A critic was in. We didn’t see him. How many times did he come in? Did he come in for lunch? Does he get what we’re about? What are we about? Did he order this? Did he order that? I put too much care into this place. Why do I give a shit? I give a shit. I should spend more time here. But I hardly see my family. Did we put too much salt into that? Did he order this before we changed that? Were we busy? Was the room too loud?  Were we slow? Was the room a morgue? Was the bread warm? Was the butter soft? What if he wanted 11 dollar bills and we only had 10.

I hope it’s not less than 3 stars. Could it be 4 stars? Won’t be 4 stars. But it better not be 2 stars. Could he be on the cusp in between the stars? Please choose the higher star. I hope I was here when he came in. Did I go to his table? I hope the food was seasoned. I hope the plates were clean. I hope the food was cooked right. I hope I get a raise. I hope I don’t get fired. I hope my girls get college educations. I wish I had a flux capacitor. You don’t need a weather man to know which way the wind blows.

They’re coming in for a photo shoot. This is the list of the dishes they want photos of? He ate the BLT? That was supposed to be for fun! The review can’t be bad since they’re shooting me. Oh, really? He always photographs the chef. How is it we didn’t we recognize him? How much is the restaurant dependant on this? What will my family think? Will they disown me? What will my friends think? Will they still be my friends? What will my colleagues think? Will I hold my head high? Or will I be a laughing stock? What will my cooks think? Will they walk off the line? Or will we have a Champagne toast? I’ll tell them not to follow leaders and watch the parking meters.

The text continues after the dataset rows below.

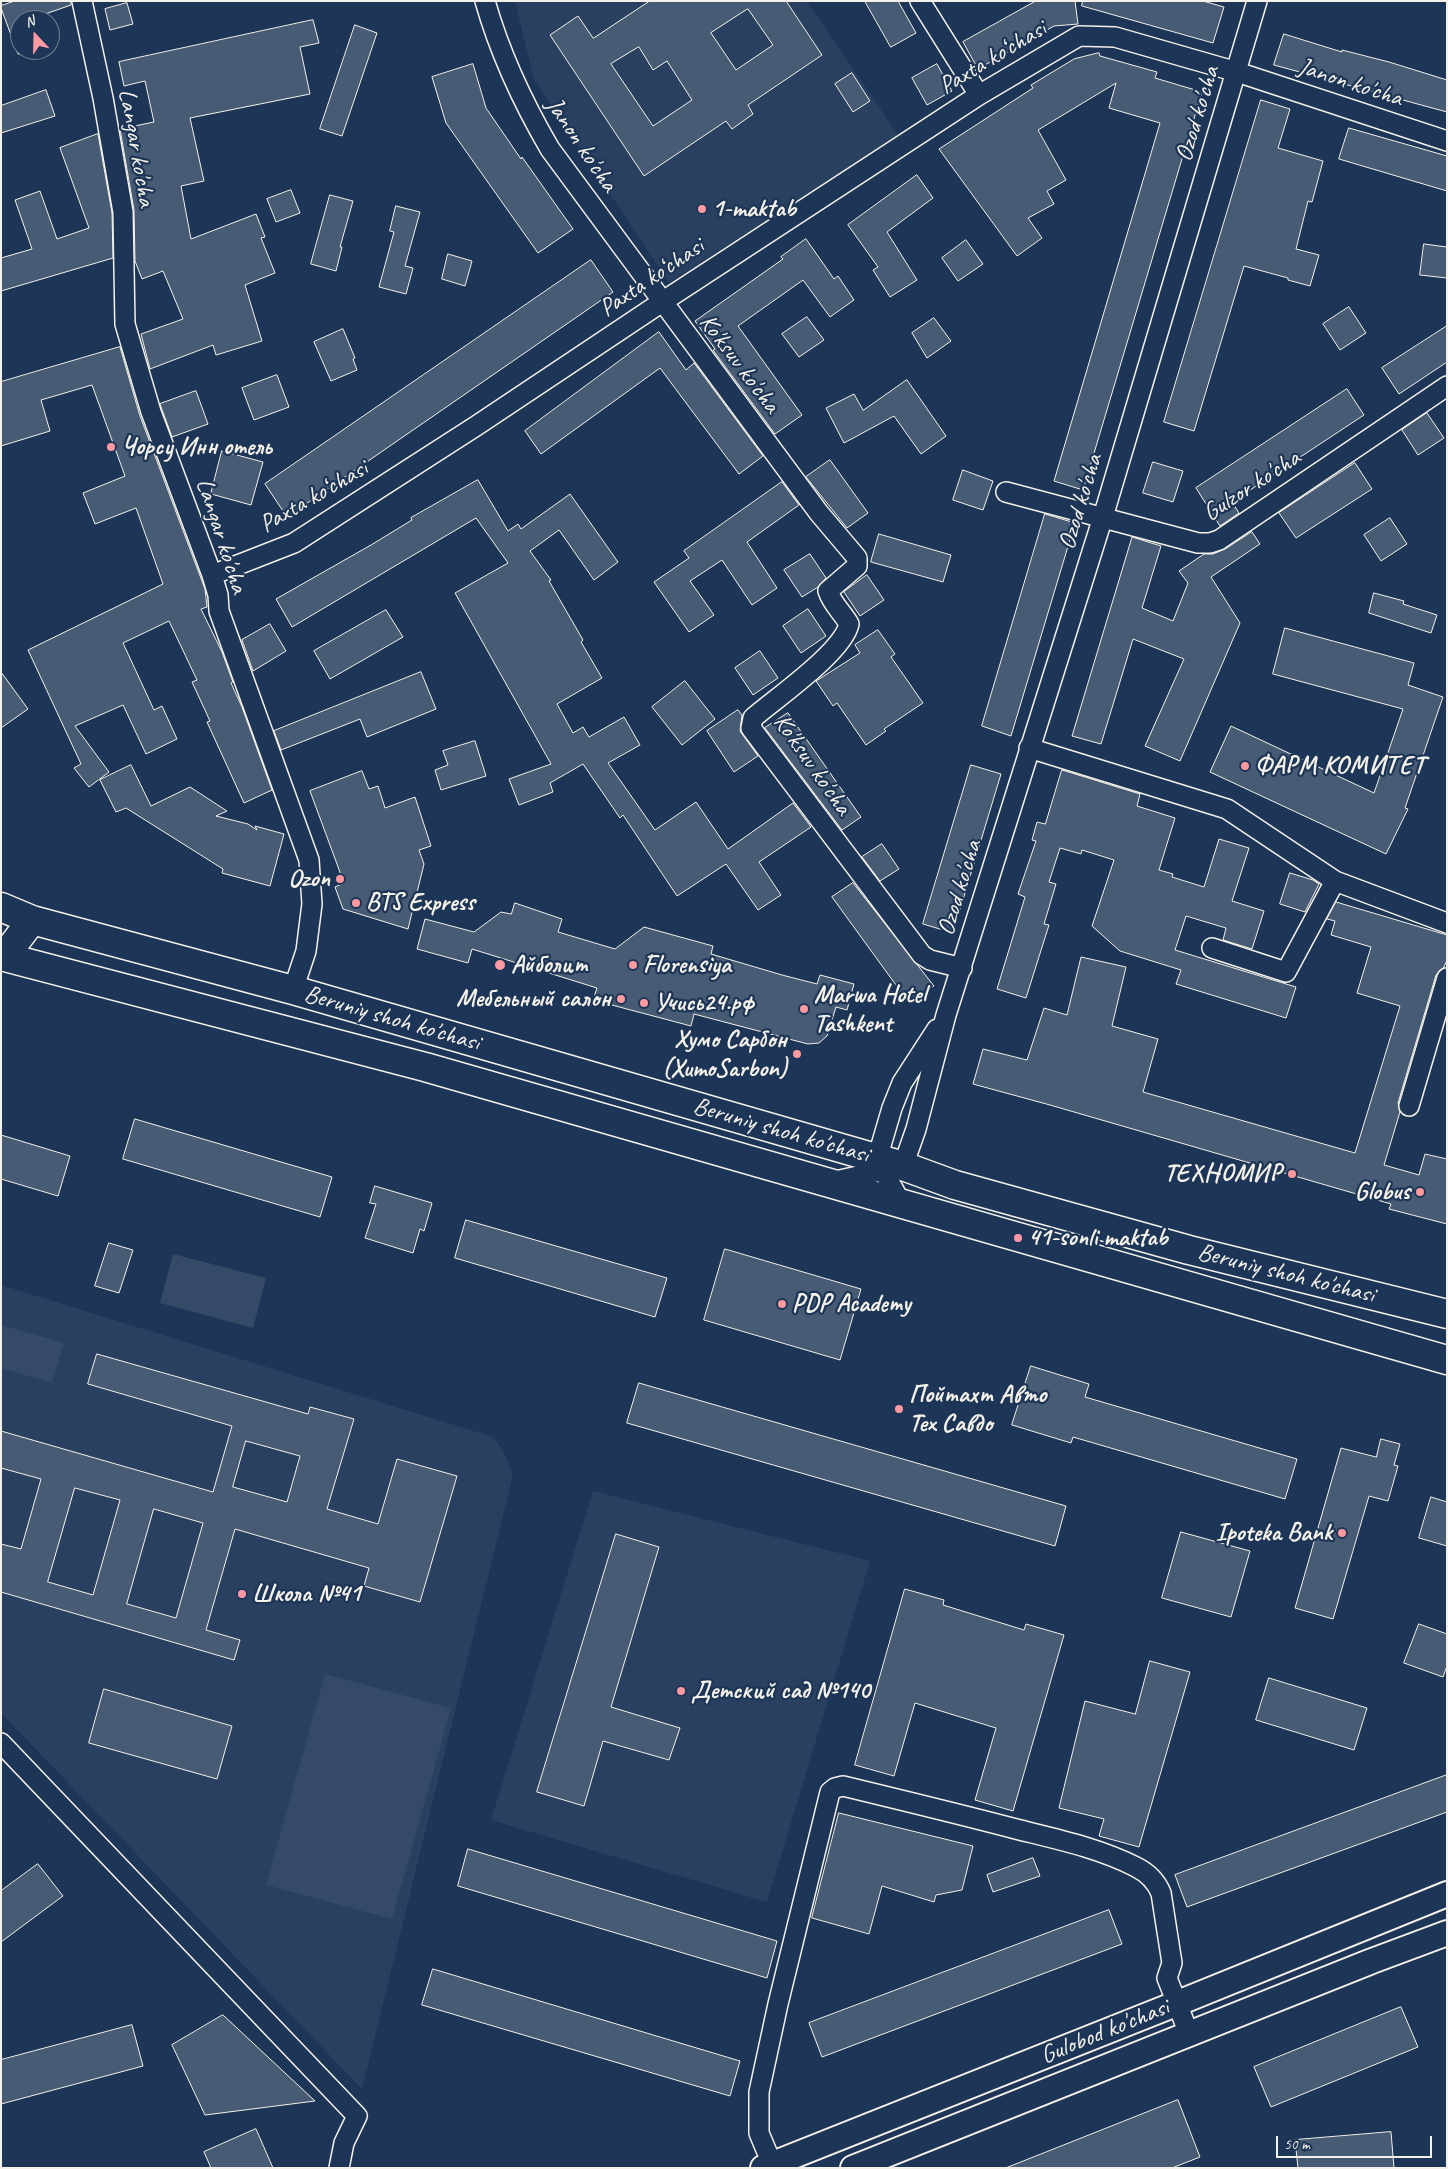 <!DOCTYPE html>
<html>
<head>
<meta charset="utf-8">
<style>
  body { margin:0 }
  #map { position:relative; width:1448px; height:2169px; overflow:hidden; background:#1d3557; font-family:Caveat,sans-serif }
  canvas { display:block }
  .frame { position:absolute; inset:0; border:2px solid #f4f1e8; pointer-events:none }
  .north { position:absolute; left:10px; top:10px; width:50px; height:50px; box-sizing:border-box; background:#1d3557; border:1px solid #738091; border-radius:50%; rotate:339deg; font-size:14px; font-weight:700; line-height:20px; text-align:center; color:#f4f1e8 }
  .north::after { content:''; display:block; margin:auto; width:18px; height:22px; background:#ff9aa2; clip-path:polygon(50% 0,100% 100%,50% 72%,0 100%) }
  .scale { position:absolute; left:1276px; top:2136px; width:156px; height:22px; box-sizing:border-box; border:2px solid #f4f1e8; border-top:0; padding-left:6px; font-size:15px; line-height:18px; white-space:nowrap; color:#f4f1e8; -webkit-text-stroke:4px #1d3557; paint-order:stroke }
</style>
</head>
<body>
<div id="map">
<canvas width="1448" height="2169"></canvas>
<div class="frame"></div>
<div class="north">N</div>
<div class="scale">50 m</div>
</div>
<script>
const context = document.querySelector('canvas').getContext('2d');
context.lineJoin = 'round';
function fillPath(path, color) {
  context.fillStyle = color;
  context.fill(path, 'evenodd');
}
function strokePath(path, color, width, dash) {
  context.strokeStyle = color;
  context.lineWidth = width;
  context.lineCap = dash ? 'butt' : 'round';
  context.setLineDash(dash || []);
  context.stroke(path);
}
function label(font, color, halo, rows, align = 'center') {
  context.font = font + ' Caveat,sans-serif';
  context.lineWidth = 4.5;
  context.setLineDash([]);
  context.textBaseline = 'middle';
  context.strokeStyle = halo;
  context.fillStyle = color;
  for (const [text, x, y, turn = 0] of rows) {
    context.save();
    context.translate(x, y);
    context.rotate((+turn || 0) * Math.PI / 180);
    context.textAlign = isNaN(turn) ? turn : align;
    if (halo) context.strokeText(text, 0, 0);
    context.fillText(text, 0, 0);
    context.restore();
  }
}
fillPath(new Path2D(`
  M515,1H807L898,135L669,283L534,79Z
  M1,1285L493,1437L504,1452L513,1475L362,2089L1,1713Z
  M593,1491L870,1561L767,1902L491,1820Z`), '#2a4060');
fillPath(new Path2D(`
  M173,1254L266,1278L253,1328L160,1303Z
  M1,1325L64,1343L52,1383L1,1368Z
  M325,1674L451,1708L392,1919L266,1885Z`), '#354a67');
const building = new Path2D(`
  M15,1H71V5L28,20H20V54H18L1,8V6Z
  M650,1H786L822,55L748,105L753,114L732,129L726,121L644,176L550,35L578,16L593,38ZM748,9L773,45L736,70L711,33ZM639,47L653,70L667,61L692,100L653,126L611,64Z
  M865,1H898L916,33L891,47Z
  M1036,1H1075L1078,24L1054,26L978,69L963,42Z
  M1083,1H1203L1224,7L1213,43L1082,6Z
  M127,3L133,24L110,30L105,9Z
  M313,20L319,43L300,47L310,94L190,118L204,181L181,186L191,239L256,214L265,237L261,238L275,273L245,285L262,341L216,355L213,345L150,369L141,334L183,319L163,271L142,279L135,261L134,210L120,129L154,122L145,81L124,86L119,62Z
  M355,25L377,33L342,136L320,129Z
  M1284,34L1342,52V50L1389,62L1447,80V112L1274,65Z
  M1099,53L1100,56L1157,72L1155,78L1202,92L1083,490L1054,481L1160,123L1109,108L1116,83L1038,130L1066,180L1047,191L1054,204L1028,218L1042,238L1017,256L939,149L1033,88L1031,85L1074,59Z
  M473,64L486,108L521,159L522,157L573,229L538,253L446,123L432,77Z
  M937,64L952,91L927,105L912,78Z
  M852,73L870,101L853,112L835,84Z
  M46,90L55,116L1,133V106Z
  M1261,100L1290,109L1278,148L1323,161L1312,202L1308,201L1296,249L1319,255L1310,286L1288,280V278L1244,266L1194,431L1164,422Z
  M1349,128L1447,156V191L1339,159Z
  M98,134L112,213L113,258L1,291V258L32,249L15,200L40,191L57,239L89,228L60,148Z
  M917,175L933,198L887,232L917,280L890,297L873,270L878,267L848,225Z
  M291,190L300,213L276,222L267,199Z
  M330,195L353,201L340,247H342L336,271L311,264Z
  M396,206L420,212L405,266L413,268L406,294L379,287L394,232L390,231Z
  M806,239L834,279L838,276L854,300L830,317L803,280L738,326L802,415L775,434L713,350L715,349L695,321L783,259L781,257Z
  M966,240L983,264L958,281L942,258Z
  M1424,244L1447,247V278L1420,275Z
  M448,254L472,261L465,286L442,279Z
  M591,260L613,292L287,517L265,484Z
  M1349,307L1366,333L1340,350L1323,324Z
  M807,317L824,340L799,357L782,334Z
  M934,318L951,341L927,358L912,333Z
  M1447,326V362L1399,394L1382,368Z
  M343,329L355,358L353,359L357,370L331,381L314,342Z
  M659,332L686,370L694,363L763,456L739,474L660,368L541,454L525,431Z
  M120,347L140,416L205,589L207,607L201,609L222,652L233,682L231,683L242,707L272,790L244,803L207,722L210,721L192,682L197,680L169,621L123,643L154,710L162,706L177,739L146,754L123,705L75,726L109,772L89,787L74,768L81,764L28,650L163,584L136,508L95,524L83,493L125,476L92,385L41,400L50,431L1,446V382Z
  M277,375L289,407L254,420L242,388Z
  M907,380L946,436L921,454L894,416L844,443L826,408L854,394L863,410Z
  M1347,389L1364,415L1232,502L1239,513L1220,526L1196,488Z
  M196,391L208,424L172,437L160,404Z
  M1427,413L1444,438L1418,455L1402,430Z
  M222,451L263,462L251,505L211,494Z
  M830,460L868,513L847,528L806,477Z
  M1153,462L1183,471L1173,502L1143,493Z
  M1355,463L1372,489L1296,538L1279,513Z
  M963,470L993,481L983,510L953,500Z
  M478,480L508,531L518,524L521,529L570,494L618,562L594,580L559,530L530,551L551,580L549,581L579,633L583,640L581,642L602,678L557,704L573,733L583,727L589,737L624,717L640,745L608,763L655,830L696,802L728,849L793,803L811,827L759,862L781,895L758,910L726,864L677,896L623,815L620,818L583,764L550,783L553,792L519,805L509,779L551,764L455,593L508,563L476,518L292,627L276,599L371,545L412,520L411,518Z
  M782,482L799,505L747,542L777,588L752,605L722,560L690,581L714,615L689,632L654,582L689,558L684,551Z
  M1045,514L1075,523L1011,736L982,726Z
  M1390,518L1407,544L1381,561L1364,535Z
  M1252,532L1260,544L1211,577L1240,623L1180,761L1145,746L1184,659L1133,639L1101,744L1072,736L1132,537L1161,546L1142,608L1173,621L1188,583L1179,571L1204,554H1213L1225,549Z
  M879,534L951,555L943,582L871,562Z
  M810,554L826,578L818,587L802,597L784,570Z
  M867,575L884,600L860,616L844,592Z
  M1374,593L1404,601L1403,604L1437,615L1431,633L1369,613Z
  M808,609L826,636L801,653L783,626Z
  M386,610L403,637L330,679L314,651Z
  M270,624L286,651L253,671L242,640Z
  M1285,628L1414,663L1408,685L1443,697L1405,808L1408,809L1386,854L1210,772L1231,726L1374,793L1403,709L1273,674Z
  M878,630L895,654L891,657L923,703L884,729L886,731L866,745L837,703L833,706L816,681L860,653L855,645Z
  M760,651L778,678L753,695L735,668Z
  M1,672L28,709L1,728Z
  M421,672L436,709L367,737L360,719L281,750L274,731Z
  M685,681L715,719L682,745L652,707Z
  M738,710L742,715L740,731L758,756L734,772L707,731Z
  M788,713L861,817L842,830L765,728Z
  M475,741L486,776L441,790L435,770L448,765L443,751Z
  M131,765L151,806L190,787L227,811L216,816L248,824L257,830L255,826L284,834L270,886L222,873L223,869L126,808L116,812L100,780Z
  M971,765L1001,774L953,933L923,924Z
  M1062,770L1140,794L1137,806L1175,818L1159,870L1173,874L1172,877L1204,887L1219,839L1249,848L1232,901L1264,911L1252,949L1223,940L1226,928L1186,916L1175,950L1296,987L1286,1018L1176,984L1181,970L1120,951L1092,926L1114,860L1082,850L1081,854L1060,848L1049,882L1056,884L1044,924L1049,925L1026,998L997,989L1025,897L1018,894L1036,841L1032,840L1037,822L1045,824Z
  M362,771L369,789L378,786L385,808L415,797L431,846L419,850L424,864L408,929L343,909L335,887L344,883L310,791Z
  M882,844L899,869L880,881L862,857Z
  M1290,873L1313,880L1319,884L1305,912L1280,904Z
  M853,883L934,986L909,1003L832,897Z
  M1336,902L1447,935V960L1444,967L1436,975L1398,1103L1400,1112L1384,1165L1419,1175L1425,1154L1447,1159V1224L1389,1209L1391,1204L1050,1105L973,1084L983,1049L1027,1060L1044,1008L1067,1015L1081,957L1126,967L1112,1026L1158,1039L1143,1092L1355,1153L1400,1006L1357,993L1371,947L1331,935L1335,921L1327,919Z
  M515,903L562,919L558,932L615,949L644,927L713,946L711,954L782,975L817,984L820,975L854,984L847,1010L836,1007L827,1036L819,1043L808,1044L694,1014L691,1026L593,1000L597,988L472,949L468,963L417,949L425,919L474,932L501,912L511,914Z
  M135,1119L332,1177L320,1217L123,1159Z
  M1,1135L70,1156L58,1196L1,1179Z
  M375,1186L432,1203L424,1231L420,1229L413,1253L365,1238L376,1204L370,1203Z
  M466,1220L667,1278L655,1317L455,1258Z
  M109,1243L133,1250L119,1293L95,1286Z
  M725,1249L861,1289L840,1360L704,1320Z
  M97,1354L308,1414L310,1407L354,1419L327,1509L378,1524L397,1459L457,1476L420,1602L364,1586L369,1568L235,1529L206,1630L240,1640L234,1660L1,1592V1544L21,1549L41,1479L1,1468V1431L213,1492L232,1426L88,1384ZM246,1441L300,1456L287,1502L233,1487ZM75,1488L120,1500L93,1595L48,1582ZM154,1509L203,1523L176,1618L127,1604Z
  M1031,1366L1089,1384L1085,1397L1297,1459L1285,1499L1073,1437L1071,1443L1012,1425Z
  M639,1383L1066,1506L1055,1546L627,1423Z
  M1381,1439L1400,1444L1394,1465L1398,1466L1388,1501L1369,1496L1333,1619L1295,1608L1341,1448L1376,1457Z
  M1431,1497L1447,1502V1546L1419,1538Z
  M1181,1532L1250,1551L1231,1617L1162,1598Z
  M616,1534L659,1547L611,1707L680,1728L669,1760L603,1741L584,1806L537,1792Z
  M905,1589L944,1600L943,1605L1024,1630L1026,1624L1064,1635L1013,1811L975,1800L996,1728L915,1703L894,1776L855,1765Z
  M1419,1624L1447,1634V1666L1443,1677L1404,1663Z
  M1150,1661L1190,1672L1139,1847L1099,1836L1104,1819L1059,1808L1085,1701L1135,1714Z
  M1269,1678L1367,1708L1354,1750L1256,1720Z
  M104,1689L232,1726L217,1779L89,1743Z
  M1447,1775V1812L1187,1907L1175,1875Z
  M839,1813L973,1846L962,1890L936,1895L934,1902L882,1886L869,1934L812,1918Z
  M468,1849L777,1941L767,1978L458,1886Z
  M1033,1858L1040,1876L993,1892L987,1875Z
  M38,1864L63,1896L1,1942V1891Z
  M1109,1910L1122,1944L822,2057L809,2023Z
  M433,1969L740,2061L730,2096L422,2005Z
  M1401,2007L1418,2047L1271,2107L1254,2067Z
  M223,2015L315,2101L205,2115L172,2045Z
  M132,2025L143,2066L1,2104V2060Z
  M1178,2100L1200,2157L1172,2168H1006Z
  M256,2129L273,2168H211L204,2152Z
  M1391,2132L1394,2168H1298L1295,2140Z`);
fillPath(building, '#485b74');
strokePath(building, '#f4f1e8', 1);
const minor = new Path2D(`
  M82,1L103,98L123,212L125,324L151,412L212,575L218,595L219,611L309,860L312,904L306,951L293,990
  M485,1C500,54 522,101 550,149L819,513L857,558V566L828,591C832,604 843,613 849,624C843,652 776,698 753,718L751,728L922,955L930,960L962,968
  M920,1L979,95
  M1006,492L1198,543H1210L1219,540L1447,386
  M212,575L294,543L476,426L662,302L979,95L1079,36L1115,37L1237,72L1447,141
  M1029,748L1227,809L1335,881
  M1212,948L1286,972L1335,881L1447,923
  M1409,1106L1447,978
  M831,1182L903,1166L916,1129L946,1015L1103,517L1257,1
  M902,1205L877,1159L892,1108L902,1083L937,1029
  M1,1743L357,2116L344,2143L339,2168
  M772,2164L759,2133V2092L778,2004L830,1792L835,1788L843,1786C901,1800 959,1814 1016,1829C1056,1839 1099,1848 1136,1867C1148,1873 1156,1881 1161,1893L1172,1963L1167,1978L1189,2034`);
const tertiary = new Path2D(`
  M763,2168L1178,2003L1447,1894
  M853,2168L1372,1961L1447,1933`);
const primary = new Path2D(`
  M1,907L32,920L293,990L903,1166L955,1185L1189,1250L1447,1314
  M1,956L425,1067L1447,1360
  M4,957L32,920`);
strokePath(minor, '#f4f1e8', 22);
strokePath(tertiary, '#f4f1e8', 28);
strokePath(primary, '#f4f1e8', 31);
strokePath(minor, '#1d3557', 19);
strokePath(tertiary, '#1d3557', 24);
strokePath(primary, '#1d3557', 28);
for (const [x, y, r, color] of [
  [702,209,5,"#ff9aa2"],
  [111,447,5,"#ff9aa2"],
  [1245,766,5,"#ff9aa2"],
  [340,879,5,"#ff9aa2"],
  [356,903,5,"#ff9aa2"],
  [500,965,6,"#ff9aa2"],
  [633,965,5,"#ff9aa2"],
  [621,999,5,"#ff9aa2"],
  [644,1003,5,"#ff9aa2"],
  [804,1009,5,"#ff9aa2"],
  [797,1054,5,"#ff9aa2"],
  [1292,1174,5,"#ff9aa2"],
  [1420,1192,5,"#ff9aa2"],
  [1018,1238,5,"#ff9aa2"],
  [782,1304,5,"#ff9aa2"],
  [899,1409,5,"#ff9aa2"],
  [1342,1533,5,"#ff9aa2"],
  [242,1594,5,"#ff9aa2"],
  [681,1691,5,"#ff9aa2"]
]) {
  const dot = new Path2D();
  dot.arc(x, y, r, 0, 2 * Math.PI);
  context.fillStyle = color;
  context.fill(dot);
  strokePath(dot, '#1d3557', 2);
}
label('25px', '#f4f1e8', '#1d3557', [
  ["Paxta ko‘chasi",993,58,-31],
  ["Janon ko'cha",1350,83,18],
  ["Ozod ko'cha",1198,114,-73],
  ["Janon ko'cha",581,145,56],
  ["Langar ko'cha",136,148,80],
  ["Paxta ko‘chasi",652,278,-34],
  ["Ko'ksuv ko'cha",739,364,53],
  ["Gulzor ko'cha",1252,486,-33],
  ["Paxta ko‘chasi",314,497,-30],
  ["Ozod ko'cha",1081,502,-73],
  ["Langar ko'cha",221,536,72],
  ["Ko'ksuv ko'cha",812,765,55],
  ["Ozod ko'cha",960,888,-73],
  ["Beruniy shoh ko'chasi",392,1019,16],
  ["Beruniy shoh ko'chasi",781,1131,16],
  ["Beruniy shoh ko'chasi",1286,1274,14],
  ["Gulobod ko'chasi",1105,2032,-22]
]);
label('bold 25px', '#f4f1e8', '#1d3557', [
  ["1-maktab",712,209],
  ["Чорсу Инн отель",121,447],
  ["ФАРМ КОМИТЕТ",1255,766],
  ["Ozon",330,879,"right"],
  ["BTS Express",366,903],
  ["Айболит",511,965],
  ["Florensiya",643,965],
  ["Marwa Hotel",814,995],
  ["Tashkent",814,1024],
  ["Мебельный салон",611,999,"right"],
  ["Учись24.рф",654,1003],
  ["Хумо Сарбон",787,1040,"right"],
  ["(XumoSarbon)",787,1069,"right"],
  ["ТЕХНОМИР",1282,1174,"right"],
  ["Globus",1410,1192,"right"],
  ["41-sonli maktab",1028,1238],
  ["PDP Academy",792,1304],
  ["Пойтахт Авто",909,1395],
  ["Тех Савдо",909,1424],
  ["Ipoteka Bank",1332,1533,"right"],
  ["Школа №41",252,1594],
  ["Детский сад №140",691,1691]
], 'left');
</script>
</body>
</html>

Does he read my blog? Did he see what I wrote about critics? Can I review his review too? I would lose credibility if I do. I can’t. Swallow the bitter pill. When is the review coming out? When is the Earth going to rise? When is the sky going to fall? Why did my parking privileges get revoked? Where did my pen go? I want my Mommy! Will I get sleep before I see the review? Do I ever get sleep? What if I pull a Bernard Loiseau? I won’t pull a Bernard Loiseau. Everything’ll be fine. For better or worse. It’s only a review.  I stand behind what I do. It’s only a review. Nothing is holy! And the pumps don’t work ’cause the vandals took the handles.

7 Responses to “Subterranean (About to Get Reviewed) Homesick Blues”

  1. Bella says:

    Poor guy! Hahaha!

  2. Anna says:

    This is amazing. I adore this blog. I think of food and dining differently because of people like you. congrats on the very good review. Gah, i love chicago.

  3. don’t sweat how could any critic not like anything made by a Pickled Tongue LOL…just had to let you know that I made this for our Rosh Hashonah dinner – but it was a beef tongue…

  4. btw I see you have a wordpress. org in Chef’s Office…well I hate hate hate and hate wordpress (and I use it) …http://bit.ly/vTjiD

  5. Kenny says:

    nice job, Chef! Congratulations.

  6. chadzilla says:

    f*cking brilliant, man.

  7. merits says:

    THANKS! You guys do a great blog, and have some great contests. Keep up the good work.